#### What you should do
Select and reproduce each line of the listing below that bears the string "bbox".

#### Dataset extract

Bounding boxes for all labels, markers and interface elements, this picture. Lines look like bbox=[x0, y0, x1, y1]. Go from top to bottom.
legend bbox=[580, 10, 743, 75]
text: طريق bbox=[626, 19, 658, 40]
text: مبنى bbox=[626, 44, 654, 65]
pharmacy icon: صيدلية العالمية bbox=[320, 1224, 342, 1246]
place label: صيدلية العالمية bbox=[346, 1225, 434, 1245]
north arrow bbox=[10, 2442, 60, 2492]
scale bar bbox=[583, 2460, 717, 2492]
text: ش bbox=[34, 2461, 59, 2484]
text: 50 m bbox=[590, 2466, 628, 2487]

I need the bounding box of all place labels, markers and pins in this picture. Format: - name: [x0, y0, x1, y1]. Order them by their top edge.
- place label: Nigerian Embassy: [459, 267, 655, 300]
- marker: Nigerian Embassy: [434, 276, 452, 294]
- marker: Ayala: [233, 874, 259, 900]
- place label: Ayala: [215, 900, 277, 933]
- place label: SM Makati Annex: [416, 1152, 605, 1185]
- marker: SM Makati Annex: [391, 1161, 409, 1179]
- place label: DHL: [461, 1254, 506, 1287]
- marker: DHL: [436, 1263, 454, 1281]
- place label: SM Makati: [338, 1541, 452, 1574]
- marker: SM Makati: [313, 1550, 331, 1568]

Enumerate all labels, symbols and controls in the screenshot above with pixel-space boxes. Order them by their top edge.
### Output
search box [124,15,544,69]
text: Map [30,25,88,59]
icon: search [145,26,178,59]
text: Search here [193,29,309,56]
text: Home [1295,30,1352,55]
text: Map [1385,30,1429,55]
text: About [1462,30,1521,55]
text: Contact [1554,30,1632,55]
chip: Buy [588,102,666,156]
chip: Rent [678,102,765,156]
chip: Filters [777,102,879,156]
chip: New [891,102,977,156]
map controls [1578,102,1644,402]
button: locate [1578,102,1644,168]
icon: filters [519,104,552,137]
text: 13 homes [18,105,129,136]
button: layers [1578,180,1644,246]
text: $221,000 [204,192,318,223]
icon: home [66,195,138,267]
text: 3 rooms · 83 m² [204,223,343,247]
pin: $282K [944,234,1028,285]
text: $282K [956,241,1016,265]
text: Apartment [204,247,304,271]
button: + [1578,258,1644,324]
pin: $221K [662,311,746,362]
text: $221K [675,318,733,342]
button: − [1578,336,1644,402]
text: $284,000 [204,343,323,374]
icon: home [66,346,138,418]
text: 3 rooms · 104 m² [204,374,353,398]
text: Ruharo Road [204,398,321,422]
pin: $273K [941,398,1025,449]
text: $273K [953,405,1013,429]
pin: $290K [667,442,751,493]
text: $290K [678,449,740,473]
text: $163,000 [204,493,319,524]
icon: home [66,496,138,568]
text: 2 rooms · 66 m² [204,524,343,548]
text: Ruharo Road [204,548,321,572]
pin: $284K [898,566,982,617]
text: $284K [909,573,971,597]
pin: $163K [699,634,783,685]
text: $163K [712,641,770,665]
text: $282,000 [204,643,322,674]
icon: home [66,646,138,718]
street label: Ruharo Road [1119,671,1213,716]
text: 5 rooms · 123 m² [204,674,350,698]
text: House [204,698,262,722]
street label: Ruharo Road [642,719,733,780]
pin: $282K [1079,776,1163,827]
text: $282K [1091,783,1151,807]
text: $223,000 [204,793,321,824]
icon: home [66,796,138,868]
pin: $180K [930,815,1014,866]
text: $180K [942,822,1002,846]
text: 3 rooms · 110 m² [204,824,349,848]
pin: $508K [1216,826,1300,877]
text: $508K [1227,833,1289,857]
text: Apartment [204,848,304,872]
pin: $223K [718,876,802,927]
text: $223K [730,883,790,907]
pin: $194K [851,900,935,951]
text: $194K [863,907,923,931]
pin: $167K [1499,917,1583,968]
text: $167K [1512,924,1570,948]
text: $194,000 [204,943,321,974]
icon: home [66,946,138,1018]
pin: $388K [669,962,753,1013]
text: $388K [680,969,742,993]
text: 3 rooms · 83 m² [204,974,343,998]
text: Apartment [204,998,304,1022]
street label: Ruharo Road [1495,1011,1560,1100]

#### Response for this exercise
Bounding boxes for all labels, markers and interface elements, this picture. Lines look like bbox=[x0, y0, x1, y1]. Go from top to bottom.
legend bbox=[580, 10, 743, 75]
text: طريق bbox=[626, 19, 658, 40]
text: مبنى bbox=[626, 44, 654, 65]
pharmacy icon: صيدلية العالمية bbox=[320, 1224, 342, 1246]
place label: صيدلية العالمية bbox=[346, 1225, 434, 1245]
north arrow bbox=[10, 2442, 60, 2492]
scale bar bbox=[583, 2460, 717, 2492]
text: ش bbox=[34, 2461, 59, 2484]
text: 50 m bbox=[590, 2466, 628, 2487]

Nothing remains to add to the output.